Segment Open
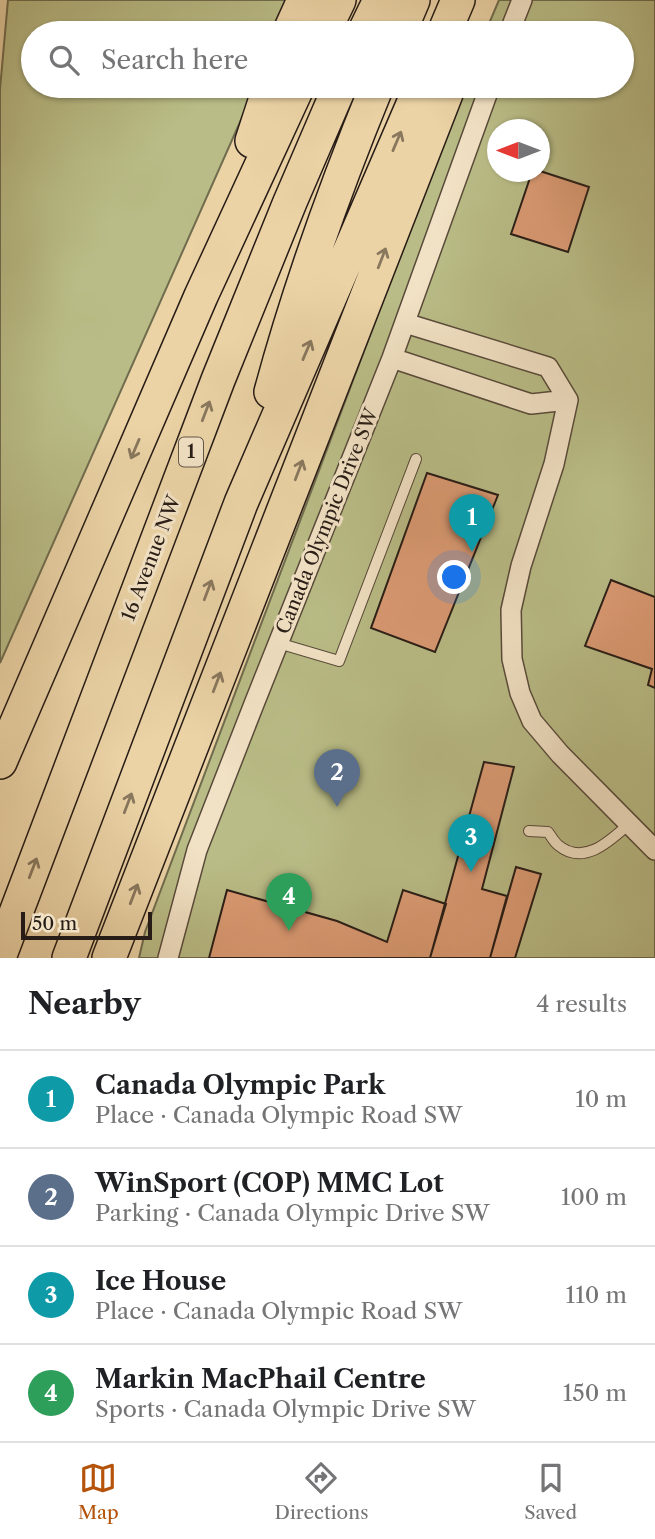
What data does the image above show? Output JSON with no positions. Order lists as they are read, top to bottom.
{
  "streets": {
    "highway": ["1", "16 Avenue NW"],
    "street": ["Canada Olympic Drive SW"]
  },
  "scale_bar": "50 m",
  "north": "left",
  "page": {
    "search": "Search here",
    "pins": [
      "1",
      "2",
      "3",
      "4"
    ],
    "scale": "50 m",
    "heading": ["Nearby", "4 results"],
    "list": [
      {
        "mark": "1",
        "name": "Canada Olympic Park",
        "note": "Place · Canada Olympic Road SW",
        "value": "10 m"
      },
      {
        "mark": "2",
        "name": "WinSport (COP) MMC Lot",
        "note": "Parking · Canada Olympic Drive SW",
        "value": "100 m"
      },
      {
        "mark": "3",
        "name": "Ice House",
        "note": "Place · Canada Olympic Road SW",
        "value": "110 m"
      },
      {
        "mark": "4",
        "name": "Markin MacPhail Centre",
        "note": "Sports · Canada Olympic Drive SW",
        "value": "150 m"
      }
    ],
    "nav": ["Map", "Directions", "Saved"]
  }
}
Segment Closed
Reproduce each line of the records above, exactly and without pictures.

▶ Result of the task
What data does the image above show? Output JSON with no positions. Order lists as they are read, top to bottom.
{
  "streets": {
    "highway": ["1", "16 Avenue NW"],
    "street": ["Canada Olympic Drive SW"]
  },
  "scale_bar": "50 m",
  "north": "left",
  "page": {
    "search": "Search here",
    "pins": [
      "1",
      "2",
      "3",
      "4"
    ],
    "scale": "50 m",
    "heading": ["Nearby", "4 results"],
    "list": [
      {
        "mark": "1",
        "name": "Canada Olympic Park",
        "note": "Place · Canada Olympic Road SW",
        "value": "10 m"
      },
      {
        "mark": "2",
        "name": "WinSport (COP) MMC Lot",
        "note": "Parking · Canada Olympic Drive SW",
        "value": "100 m"
      },
      {
        "mark": "3",
        "name": "Ice House",
        "note": "Place · Canada Olympic Road SW",
        "value": "110 m"
      },
      {
        "mark": "4",
        "name": "Markin MacPhail Centre",
        "note": "Sports · Canada Olympic Drive SW",
        "value": "150 m"
      }
    ],
    "nav": ["Map", "Directions", "Saved"]
  }
}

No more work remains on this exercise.